Task goal: Wherever the string "linecap" turns up in the data, copy the whole line.

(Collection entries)
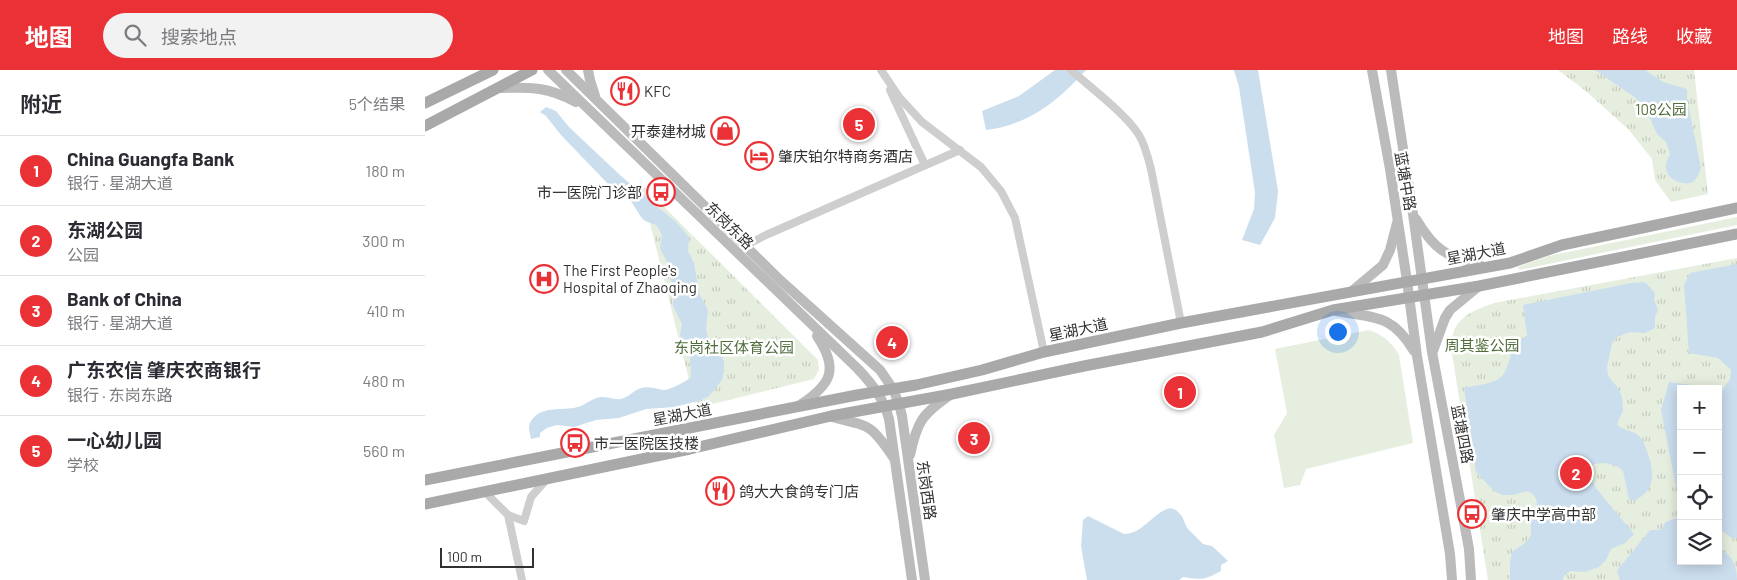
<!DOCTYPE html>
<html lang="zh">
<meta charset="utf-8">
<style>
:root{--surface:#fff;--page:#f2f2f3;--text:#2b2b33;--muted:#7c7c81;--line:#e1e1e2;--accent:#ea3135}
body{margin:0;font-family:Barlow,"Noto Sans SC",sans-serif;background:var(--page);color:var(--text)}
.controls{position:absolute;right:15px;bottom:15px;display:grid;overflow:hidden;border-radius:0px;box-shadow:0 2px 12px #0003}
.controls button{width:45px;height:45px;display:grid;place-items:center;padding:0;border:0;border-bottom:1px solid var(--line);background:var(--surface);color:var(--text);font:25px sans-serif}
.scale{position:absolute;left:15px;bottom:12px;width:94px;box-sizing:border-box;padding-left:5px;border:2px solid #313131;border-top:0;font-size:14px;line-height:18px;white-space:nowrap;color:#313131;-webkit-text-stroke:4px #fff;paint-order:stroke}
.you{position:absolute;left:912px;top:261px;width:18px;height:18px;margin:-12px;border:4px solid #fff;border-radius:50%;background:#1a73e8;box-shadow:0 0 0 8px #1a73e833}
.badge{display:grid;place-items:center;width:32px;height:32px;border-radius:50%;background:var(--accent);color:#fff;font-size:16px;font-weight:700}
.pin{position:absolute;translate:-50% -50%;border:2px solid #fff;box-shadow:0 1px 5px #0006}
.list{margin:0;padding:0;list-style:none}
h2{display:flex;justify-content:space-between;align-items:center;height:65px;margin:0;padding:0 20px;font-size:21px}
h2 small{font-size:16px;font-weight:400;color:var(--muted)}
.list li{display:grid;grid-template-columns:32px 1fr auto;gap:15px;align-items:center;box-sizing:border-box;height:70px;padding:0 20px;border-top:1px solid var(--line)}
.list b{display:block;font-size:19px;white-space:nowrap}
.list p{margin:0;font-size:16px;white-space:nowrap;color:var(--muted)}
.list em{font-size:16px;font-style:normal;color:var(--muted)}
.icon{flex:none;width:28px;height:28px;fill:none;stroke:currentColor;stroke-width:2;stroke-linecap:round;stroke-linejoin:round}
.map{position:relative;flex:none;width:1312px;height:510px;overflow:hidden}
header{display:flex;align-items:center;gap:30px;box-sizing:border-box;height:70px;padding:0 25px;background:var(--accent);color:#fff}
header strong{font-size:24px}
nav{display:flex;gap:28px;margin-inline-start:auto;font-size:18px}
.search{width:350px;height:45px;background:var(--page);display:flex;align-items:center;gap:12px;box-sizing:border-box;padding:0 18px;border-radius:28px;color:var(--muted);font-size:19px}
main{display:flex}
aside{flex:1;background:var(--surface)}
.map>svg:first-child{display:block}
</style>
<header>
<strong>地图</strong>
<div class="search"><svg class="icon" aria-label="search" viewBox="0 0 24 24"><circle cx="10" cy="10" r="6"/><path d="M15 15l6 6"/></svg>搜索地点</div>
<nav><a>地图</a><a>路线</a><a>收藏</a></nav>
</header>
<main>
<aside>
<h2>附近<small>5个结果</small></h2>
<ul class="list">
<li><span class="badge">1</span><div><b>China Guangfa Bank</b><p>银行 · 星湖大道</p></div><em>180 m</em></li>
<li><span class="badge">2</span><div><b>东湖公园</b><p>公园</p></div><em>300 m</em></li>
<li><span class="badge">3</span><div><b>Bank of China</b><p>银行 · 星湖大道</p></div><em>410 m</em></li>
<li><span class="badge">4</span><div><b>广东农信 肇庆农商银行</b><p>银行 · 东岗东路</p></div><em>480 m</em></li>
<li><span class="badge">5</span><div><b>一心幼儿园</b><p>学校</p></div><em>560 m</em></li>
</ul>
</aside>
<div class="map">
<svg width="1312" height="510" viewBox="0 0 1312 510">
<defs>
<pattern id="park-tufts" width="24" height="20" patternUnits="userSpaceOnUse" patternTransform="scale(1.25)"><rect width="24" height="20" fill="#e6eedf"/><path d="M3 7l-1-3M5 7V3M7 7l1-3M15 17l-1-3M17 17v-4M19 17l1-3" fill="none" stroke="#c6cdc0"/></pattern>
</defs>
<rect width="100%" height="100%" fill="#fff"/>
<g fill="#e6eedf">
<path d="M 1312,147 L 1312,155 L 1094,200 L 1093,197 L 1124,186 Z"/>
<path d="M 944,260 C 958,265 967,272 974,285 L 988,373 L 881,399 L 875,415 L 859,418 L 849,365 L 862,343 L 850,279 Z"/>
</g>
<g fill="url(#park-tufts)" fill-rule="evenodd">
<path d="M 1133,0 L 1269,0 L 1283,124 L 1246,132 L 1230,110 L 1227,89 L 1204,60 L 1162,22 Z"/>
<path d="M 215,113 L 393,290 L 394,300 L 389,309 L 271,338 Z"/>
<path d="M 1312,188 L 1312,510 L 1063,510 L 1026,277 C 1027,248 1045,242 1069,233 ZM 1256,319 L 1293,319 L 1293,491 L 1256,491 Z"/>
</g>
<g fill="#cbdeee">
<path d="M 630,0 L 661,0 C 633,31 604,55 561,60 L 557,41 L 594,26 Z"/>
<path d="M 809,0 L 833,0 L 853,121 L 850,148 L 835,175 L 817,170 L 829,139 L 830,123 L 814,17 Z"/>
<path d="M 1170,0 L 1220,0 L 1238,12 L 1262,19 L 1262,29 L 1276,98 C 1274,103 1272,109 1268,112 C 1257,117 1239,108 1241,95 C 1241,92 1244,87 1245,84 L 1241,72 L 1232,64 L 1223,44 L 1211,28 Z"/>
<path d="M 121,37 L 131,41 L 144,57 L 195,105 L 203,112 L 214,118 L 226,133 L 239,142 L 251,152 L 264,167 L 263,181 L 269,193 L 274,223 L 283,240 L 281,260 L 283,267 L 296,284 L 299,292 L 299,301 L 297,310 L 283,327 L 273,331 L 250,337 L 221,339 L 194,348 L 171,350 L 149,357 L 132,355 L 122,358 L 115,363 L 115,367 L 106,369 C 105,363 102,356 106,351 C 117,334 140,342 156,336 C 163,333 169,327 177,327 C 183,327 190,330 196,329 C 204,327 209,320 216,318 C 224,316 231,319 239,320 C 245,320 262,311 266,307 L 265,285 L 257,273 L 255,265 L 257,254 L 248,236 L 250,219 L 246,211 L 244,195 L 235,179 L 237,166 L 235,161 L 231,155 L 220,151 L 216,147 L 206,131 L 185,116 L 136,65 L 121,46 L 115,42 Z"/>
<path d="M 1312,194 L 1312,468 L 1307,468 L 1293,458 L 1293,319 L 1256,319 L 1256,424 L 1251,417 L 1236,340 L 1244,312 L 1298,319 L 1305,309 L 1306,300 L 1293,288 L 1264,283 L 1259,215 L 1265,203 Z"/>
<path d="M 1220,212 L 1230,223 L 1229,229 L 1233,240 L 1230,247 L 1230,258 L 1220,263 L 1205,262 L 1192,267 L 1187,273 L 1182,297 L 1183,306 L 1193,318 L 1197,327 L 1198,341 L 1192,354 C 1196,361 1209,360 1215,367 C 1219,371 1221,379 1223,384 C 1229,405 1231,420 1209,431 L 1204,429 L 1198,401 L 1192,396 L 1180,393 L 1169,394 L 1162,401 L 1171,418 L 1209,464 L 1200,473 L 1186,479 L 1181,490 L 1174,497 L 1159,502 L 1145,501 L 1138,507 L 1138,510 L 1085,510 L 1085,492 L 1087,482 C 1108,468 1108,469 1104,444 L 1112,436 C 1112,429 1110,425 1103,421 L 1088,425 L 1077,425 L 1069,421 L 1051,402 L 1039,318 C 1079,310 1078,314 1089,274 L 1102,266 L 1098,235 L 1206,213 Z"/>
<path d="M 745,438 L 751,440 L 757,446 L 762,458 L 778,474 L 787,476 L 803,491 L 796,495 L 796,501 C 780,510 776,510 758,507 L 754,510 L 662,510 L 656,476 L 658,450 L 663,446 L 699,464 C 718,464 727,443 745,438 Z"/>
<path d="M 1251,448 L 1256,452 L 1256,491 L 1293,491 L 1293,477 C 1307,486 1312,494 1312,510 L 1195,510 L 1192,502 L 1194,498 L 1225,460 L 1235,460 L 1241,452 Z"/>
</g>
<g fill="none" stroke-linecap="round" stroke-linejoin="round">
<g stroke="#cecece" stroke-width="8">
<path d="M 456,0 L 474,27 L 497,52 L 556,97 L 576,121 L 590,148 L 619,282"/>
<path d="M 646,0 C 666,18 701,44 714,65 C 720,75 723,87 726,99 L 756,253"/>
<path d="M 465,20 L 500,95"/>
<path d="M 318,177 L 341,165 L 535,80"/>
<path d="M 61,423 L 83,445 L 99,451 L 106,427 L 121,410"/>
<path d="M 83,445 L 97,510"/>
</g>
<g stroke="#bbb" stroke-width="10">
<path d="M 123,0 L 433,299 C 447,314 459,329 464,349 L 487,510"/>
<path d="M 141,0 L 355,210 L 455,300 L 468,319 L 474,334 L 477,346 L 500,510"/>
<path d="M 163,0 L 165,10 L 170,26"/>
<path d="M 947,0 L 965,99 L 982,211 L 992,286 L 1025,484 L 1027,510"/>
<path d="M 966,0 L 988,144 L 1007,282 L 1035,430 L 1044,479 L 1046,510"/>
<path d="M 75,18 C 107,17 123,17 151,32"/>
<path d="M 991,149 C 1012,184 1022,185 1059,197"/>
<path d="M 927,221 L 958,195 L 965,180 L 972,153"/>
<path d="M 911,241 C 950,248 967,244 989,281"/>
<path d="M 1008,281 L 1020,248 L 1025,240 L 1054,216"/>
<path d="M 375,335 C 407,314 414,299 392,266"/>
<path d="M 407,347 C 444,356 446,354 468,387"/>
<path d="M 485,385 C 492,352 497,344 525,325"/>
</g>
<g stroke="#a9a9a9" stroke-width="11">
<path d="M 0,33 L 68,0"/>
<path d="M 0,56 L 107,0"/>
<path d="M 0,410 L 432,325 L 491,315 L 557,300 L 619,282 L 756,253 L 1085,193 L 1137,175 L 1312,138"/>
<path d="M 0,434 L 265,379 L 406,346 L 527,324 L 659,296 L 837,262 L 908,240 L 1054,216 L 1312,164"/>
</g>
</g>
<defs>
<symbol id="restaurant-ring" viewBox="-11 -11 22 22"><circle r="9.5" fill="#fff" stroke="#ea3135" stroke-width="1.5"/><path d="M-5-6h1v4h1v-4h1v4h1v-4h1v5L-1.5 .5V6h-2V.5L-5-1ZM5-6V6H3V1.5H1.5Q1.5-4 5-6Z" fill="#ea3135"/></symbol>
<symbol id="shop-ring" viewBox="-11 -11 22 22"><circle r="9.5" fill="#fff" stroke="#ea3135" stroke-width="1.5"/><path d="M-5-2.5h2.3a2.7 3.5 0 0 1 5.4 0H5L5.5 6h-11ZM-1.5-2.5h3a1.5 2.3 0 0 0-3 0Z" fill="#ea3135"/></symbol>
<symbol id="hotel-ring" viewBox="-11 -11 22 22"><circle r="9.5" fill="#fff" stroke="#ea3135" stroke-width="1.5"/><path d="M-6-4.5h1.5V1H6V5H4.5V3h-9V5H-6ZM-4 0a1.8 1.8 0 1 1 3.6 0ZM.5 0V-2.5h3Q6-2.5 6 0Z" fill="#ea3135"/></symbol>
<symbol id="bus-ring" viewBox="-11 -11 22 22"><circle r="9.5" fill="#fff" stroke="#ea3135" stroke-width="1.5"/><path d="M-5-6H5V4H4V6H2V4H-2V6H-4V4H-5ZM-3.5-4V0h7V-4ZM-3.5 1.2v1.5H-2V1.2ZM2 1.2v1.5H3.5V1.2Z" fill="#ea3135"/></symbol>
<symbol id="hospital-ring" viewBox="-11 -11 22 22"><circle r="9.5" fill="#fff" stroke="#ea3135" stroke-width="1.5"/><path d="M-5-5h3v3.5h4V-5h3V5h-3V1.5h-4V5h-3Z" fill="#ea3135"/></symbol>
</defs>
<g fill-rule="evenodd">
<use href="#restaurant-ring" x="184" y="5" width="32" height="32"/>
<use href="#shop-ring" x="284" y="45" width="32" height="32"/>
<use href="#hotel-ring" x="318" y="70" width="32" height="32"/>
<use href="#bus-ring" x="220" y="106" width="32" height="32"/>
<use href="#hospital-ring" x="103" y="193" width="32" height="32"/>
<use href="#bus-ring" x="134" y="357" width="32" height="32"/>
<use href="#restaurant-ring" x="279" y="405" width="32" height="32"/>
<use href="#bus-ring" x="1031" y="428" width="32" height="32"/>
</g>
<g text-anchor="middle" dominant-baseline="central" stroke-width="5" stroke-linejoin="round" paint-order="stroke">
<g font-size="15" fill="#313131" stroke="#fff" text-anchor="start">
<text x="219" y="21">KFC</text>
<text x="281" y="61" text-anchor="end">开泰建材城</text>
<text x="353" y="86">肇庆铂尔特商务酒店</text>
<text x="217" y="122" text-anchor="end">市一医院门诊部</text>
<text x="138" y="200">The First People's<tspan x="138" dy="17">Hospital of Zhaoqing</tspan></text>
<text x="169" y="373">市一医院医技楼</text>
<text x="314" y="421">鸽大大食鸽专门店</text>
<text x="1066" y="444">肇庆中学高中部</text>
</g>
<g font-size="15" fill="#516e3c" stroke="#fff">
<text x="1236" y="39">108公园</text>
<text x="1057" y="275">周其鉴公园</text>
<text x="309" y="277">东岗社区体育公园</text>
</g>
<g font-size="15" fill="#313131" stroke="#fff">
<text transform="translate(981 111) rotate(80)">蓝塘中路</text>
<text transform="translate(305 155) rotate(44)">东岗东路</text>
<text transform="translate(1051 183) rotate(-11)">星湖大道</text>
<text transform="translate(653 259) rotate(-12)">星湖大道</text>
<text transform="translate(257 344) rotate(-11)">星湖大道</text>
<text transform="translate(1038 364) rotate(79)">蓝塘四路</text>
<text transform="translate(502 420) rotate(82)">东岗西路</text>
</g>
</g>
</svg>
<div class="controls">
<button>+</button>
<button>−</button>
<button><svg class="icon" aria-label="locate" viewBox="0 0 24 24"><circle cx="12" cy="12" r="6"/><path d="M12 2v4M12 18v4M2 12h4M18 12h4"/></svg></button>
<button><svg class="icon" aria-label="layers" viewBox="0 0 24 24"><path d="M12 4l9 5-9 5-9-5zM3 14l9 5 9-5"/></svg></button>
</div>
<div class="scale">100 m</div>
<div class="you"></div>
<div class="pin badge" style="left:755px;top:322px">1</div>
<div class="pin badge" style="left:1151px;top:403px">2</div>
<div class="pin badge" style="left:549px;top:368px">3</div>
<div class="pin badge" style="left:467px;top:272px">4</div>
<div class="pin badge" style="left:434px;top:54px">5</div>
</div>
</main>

Written solution:
.icon{flex:none;width:28px;height:28px;fill:none;stroke:currentColor;stroke-width:2;stroke-linecap:round;stroke-linejoin:round}
<g fill="none" stroke-linecap="round" stroke-linejoin="round">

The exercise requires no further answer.